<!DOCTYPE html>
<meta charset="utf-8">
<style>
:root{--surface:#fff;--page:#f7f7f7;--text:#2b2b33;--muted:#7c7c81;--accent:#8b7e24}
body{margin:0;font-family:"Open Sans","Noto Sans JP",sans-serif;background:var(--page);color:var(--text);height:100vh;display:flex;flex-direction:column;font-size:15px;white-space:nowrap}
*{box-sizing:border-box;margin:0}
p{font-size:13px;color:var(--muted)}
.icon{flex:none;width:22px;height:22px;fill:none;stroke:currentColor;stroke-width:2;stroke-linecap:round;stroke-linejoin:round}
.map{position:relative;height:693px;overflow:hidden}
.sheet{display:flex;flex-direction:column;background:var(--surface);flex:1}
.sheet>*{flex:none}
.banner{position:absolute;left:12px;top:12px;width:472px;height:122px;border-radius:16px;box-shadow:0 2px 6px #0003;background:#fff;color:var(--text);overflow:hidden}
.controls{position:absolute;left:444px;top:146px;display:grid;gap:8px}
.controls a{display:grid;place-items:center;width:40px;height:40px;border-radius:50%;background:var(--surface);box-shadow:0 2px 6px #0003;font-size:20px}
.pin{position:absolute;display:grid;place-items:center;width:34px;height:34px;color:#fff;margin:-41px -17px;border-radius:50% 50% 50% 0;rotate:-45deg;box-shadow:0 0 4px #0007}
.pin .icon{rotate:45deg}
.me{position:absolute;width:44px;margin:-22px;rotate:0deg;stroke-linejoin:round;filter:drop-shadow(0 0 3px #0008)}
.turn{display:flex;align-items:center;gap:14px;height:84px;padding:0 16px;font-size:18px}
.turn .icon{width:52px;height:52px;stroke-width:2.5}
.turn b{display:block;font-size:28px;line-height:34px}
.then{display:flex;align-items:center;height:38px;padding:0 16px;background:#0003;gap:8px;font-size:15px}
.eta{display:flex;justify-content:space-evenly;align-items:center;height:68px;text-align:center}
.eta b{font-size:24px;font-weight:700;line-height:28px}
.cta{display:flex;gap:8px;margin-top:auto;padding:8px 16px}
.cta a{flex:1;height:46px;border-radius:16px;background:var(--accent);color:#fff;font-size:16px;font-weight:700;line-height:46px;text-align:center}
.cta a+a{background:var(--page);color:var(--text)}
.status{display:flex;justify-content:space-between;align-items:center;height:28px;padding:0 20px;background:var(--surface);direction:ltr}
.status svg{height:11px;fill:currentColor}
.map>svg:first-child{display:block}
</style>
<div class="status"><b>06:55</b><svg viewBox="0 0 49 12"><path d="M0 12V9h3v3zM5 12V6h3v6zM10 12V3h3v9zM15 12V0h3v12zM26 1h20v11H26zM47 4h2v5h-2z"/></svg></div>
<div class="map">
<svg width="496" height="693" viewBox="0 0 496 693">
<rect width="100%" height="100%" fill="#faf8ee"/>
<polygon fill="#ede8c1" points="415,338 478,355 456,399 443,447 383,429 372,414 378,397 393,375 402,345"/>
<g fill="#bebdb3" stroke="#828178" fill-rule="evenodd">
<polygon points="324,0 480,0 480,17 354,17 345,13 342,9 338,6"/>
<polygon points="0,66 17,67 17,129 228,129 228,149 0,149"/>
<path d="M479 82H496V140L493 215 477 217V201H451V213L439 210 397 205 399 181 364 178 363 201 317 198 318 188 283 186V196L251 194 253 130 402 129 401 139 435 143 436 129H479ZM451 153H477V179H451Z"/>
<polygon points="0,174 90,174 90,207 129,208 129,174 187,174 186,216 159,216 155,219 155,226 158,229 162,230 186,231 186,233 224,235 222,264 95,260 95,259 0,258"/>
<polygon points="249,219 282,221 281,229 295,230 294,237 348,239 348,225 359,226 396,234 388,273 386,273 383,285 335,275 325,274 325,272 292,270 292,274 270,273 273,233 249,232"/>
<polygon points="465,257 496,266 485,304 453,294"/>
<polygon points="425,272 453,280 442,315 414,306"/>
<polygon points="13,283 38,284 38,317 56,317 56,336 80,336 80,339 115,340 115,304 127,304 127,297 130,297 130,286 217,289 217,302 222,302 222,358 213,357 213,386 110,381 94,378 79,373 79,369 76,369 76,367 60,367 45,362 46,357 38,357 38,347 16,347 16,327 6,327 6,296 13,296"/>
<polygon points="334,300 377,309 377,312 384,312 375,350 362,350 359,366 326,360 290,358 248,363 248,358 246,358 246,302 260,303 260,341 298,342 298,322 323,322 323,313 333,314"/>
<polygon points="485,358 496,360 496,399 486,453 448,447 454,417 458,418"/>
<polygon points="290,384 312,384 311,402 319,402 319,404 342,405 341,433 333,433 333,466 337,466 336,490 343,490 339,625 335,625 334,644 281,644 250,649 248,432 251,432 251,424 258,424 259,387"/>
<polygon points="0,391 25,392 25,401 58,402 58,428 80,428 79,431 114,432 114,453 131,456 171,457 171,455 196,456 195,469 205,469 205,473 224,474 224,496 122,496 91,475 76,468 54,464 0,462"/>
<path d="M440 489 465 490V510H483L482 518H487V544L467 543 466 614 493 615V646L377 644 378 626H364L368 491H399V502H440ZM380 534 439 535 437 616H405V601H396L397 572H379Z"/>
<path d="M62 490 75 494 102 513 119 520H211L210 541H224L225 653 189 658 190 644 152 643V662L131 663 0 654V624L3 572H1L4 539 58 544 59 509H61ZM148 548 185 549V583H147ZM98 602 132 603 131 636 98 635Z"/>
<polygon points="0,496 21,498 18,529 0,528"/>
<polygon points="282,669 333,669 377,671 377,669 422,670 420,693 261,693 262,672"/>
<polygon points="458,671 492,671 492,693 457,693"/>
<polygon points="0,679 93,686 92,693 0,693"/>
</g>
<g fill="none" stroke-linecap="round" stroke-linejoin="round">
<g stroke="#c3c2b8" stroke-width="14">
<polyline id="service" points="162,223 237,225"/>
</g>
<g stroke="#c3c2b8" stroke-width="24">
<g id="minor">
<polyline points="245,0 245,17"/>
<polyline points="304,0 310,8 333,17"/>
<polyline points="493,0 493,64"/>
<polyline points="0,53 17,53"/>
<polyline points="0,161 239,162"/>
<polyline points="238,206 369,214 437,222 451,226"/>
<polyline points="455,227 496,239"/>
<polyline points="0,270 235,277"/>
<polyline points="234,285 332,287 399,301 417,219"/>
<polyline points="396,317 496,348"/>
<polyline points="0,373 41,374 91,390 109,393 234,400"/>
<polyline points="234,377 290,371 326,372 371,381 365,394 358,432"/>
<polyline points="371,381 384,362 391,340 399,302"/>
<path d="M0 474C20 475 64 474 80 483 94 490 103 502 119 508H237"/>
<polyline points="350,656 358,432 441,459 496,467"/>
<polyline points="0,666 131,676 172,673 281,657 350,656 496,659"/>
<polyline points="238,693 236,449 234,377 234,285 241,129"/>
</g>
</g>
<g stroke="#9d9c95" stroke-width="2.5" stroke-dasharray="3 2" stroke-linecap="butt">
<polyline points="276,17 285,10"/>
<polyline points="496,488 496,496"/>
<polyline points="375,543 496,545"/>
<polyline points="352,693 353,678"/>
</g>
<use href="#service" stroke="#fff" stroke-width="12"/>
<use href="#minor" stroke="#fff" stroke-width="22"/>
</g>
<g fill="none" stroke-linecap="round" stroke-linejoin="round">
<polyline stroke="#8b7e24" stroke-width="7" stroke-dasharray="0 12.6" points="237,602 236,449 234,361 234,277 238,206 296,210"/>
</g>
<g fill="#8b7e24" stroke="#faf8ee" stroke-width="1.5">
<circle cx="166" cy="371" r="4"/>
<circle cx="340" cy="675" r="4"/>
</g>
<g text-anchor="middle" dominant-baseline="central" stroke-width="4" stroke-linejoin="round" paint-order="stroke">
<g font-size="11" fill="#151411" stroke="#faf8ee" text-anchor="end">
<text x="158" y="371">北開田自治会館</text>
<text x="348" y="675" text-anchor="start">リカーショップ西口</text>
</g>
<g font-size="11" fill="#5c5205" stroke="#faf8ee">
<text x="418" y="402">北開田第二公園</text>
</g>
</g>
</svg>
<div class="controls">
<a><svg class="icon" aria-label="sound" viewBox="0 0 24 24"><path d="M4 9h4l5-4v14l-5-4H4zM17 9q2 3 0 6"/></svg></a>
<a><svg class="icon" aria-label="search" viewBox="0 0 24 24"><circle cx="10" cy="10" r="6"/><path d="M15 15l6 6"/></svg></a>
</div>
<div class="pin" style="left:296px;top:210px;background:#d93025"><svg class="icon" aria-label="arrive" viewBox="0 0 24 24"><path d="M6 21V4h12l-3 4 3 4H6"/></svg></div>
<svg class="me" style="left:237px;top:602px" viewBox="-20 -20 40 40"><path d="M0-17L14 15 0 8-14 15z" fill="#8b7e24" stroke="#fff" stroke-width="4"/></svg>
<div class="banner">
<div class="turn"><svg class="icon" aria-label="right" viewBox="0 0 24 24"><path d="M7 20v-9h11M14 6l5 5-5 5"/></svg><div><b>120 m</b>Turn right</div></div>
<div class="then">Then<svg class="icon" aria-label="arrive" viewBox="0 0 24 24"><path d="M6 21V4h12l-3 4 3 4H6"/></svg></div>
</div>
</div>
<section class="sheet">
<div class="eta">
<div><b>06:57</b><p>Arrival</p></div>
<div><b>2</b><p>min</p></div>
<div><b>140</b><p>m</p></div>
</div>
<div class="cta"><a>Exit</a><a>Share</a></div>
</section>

■ ■ ■ ■

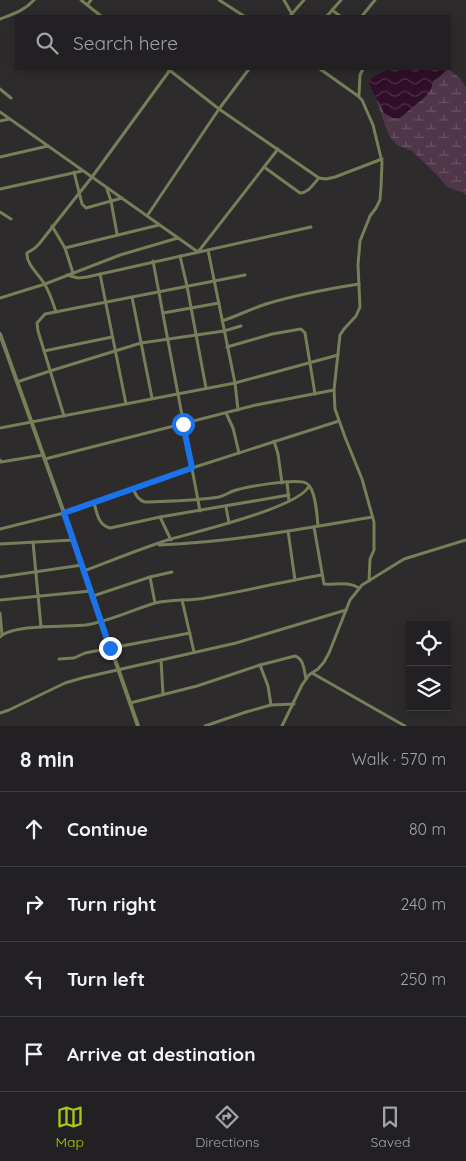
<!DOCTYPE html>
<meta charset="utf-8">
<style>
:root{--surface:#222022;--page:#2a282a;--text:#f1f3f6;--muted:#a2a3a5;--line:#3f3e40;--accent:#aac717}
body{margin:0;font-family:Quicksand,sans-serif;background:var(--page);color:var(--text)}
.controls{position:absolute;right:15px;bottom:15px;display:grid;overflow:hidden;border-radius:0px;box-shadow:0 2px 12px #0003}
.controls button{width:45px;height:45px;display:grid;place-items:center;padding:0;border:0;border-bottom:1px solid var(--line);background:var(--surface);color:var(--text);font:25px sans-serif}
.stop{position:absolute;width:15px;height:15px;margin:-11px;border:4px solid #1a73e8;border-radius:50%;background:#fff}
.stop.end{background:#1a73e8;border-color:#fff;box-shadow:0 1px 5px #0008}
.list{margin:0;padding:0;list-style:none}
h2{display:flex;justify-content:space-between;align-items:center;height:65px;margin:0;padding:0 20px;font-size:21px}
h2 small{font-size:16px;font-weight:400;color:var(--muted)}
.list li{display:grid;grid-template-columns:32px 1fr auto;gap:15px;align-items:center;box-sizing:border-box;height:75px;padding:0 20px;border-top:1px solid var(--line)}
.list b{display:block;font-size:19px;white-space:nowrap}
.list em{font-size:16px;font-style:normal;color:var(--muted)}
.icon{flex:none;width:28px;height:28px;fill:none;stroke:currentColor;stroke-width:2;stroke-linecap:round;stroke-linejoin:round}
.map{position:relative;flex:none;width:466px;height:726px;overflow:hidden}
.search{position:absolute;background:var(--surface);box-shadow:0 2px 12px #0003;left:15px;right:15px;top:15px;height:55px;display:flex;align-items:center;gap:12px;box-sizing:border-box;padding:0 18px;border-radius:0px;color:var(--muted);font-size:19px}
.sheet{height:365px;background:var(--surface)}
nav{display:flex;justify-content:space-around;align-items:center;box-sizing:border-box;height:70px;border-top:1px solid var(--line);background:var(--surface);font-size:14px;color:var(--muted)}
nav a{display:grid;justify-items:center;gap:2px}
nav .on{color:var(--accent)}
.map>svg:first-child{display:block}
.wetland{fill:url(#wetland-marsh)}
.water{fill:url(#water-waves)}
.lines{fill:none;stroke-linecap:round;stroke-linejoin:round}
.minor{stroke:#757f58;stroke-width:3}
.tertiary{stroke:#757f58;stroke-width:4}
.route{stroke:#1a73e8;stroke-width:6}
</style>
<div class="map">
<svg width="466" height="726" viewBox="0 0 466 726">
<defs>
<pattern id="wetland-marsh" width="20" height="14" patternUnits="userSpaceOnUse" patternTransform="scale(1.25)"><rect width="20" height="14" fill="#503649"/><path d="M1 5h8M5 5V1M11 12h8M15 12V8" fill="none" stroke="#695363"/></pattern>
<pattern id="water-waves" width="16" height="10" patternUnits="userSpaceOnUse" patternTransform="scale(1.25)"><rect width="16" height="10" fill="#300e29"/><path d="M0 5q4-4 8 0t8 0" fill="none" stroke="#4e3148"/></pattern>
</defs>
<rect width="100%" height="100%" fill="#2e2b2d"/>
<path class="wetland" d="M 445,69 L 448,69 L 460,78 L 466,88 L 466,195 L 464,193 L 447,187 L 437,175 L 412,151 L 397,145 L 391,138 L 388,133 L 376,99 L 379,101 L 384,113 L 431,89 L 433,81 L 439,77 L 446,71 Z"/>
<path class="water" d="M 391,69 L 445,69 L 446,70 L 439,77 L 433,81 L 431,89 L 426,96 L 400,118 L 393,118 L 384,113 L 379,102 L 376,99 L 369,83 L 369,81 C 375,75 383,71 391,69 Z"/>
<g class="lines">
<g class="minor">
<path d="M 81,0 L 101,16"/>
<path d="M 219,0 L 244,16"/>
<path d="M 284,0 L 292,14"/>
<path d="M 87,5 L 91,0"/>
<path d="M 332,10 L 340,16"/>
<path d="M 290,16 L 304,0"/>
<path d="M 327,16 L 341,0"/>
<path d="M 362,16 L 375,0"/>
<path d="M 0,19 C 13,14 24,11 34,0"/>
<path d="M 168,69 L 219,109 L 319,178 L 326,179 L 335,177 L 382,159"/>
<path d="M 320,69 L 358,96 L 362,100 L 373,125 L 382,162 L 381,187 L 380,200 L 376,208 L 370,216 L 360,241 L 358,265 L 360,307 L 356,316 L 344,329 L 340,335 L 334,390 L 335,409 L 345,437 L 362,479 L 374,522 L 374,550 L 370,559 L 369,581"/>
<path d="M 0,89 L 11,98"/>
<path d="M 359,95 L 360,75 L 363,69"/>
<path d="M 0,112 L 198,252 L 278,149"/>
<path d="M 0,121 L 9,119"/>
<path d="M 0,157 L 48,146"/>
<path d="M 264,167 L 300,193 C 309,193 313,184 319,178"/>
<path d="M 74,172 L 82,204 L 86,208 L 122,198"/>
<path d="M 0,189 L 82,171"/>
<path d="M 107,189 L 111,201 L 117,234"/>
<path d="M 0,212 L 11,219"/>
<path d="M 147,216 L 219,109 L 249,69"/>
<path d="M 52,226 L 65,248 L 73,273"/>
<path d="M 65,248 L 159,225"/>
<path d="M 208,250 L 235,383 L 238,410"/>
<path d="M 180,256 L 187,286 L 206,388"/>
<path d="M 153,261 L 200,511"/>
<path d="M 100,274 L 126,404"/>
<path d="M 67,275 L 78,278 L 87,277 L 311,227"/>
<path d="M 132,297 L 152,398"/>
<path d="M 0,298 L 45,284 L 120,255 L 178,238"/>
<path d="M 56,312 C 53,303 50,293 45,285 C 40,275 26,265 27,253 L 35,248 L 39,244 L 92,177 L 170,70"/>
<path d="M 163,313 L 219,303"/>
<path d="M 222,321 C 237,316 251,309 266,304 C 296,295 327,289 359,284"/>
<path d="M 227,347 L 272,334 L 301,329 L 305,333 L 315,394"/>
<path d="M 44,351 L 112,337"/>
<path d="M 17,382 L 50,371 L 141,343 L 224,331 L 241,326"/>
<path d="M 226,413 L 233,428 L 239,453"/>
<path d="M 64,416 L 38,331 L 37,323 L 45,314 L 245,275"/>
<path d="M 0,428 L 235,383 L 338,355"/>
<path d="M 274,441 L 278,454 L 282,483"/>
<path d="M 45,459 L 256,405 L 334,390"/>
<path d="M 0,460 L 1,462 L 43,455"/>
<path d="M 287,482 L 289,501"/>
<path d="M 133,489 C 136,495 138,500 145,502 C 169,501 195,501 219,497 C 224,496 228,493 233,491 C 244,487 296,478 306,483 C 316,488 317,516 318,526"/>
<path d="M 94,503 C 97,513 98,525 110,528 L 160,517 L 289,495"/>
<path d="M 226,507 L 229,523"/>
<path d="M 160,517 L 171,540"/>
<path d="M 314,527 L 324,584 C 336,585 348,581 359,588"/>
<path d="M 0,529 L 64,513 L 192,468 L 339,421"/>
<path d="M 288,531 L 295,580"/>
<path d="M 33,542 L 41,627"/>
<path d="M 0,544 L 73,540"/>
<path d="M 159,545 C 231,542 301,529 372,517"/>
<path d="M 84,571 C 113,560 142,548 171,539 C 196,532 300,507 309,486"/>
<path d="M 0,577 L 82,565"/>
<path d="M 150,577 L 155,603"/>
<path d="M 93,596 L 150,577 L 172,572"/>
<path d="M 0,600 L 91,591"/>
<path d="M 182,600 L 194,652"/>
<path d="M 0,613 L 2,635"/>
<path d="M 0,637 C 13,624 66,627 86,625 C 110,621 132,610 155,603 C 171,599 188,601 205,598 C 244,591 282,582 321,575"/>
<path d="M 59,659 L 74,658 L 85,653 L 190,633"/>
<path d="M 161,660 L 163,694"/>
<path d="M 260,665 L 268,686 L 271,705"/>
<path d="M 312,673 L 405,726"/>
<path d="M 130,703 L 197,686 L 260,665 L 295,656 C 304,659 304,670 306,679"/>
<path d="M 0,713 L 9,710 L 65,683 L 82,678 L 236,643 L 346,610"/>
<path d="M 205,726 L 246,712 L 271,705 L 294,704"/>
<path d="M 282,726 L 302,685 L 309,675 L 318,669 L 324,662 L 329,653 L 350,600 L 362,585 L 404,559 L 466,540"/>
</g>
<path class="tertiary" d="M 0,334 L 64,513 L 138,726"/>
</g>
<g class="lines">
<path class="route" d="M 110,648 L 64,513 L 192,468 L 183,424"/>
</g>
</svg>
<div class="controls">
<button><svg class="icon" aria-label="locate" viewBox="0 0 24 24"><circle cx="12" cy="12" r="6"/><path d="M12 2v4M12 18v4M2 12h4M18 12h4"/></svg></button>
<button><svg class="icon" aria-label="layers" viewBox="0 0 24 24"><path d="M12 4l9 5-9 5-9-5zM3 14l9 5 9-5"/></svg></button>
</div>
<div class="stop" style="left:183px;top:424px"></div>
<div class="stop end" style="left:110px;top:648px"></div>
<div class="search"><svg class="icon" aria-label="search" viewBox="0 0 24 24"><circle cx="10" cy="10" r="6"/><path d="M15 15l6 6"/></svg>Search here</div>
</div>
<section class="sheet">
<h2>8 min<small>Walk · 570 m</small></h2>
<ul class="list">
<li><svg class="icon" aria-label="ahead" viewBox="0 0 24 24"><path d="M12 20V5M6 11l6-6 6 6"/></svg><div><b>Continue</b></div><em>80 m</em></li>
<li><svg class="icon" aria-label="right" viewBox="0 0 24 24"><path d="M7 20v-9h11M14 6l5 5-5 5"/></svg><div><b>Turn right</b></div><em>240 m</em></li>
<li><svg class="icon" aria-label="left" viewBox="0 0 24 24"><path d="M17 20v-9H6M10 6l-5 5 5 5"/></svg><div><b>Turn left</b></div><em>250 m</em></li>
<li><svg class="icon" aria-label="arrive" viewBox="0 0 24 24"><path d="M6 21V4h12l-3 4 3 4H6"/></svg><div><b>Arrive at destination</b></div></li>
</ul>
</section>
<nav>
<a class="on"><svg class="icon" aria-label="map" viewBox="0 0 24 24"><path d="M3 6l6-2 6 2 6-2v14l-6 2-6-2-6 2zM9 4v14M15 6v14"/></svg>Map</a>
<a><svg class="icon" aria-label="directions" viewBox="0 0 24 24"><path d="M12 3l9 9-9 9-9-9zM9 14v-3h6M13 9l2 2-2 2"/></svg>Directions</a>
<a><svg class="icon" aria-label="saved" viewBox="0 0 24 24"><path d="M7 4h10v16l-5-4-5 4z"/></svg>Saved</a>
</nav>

■ ■ ■ ■

▶ Work to be completed:
Starting from the data above, filter for lines with "nowrap" and copy each one.

▶ Written response:
body{margin:0;font-family:"Open Sans","Noto Sans JP",sans-serif;background:var(--page);color:var(--text);height:100vh;display:flex;flex-direction:column;font-size:15px;white-space:nowrap}
.list b{display:block;font-size:19px;white-space:nowrap}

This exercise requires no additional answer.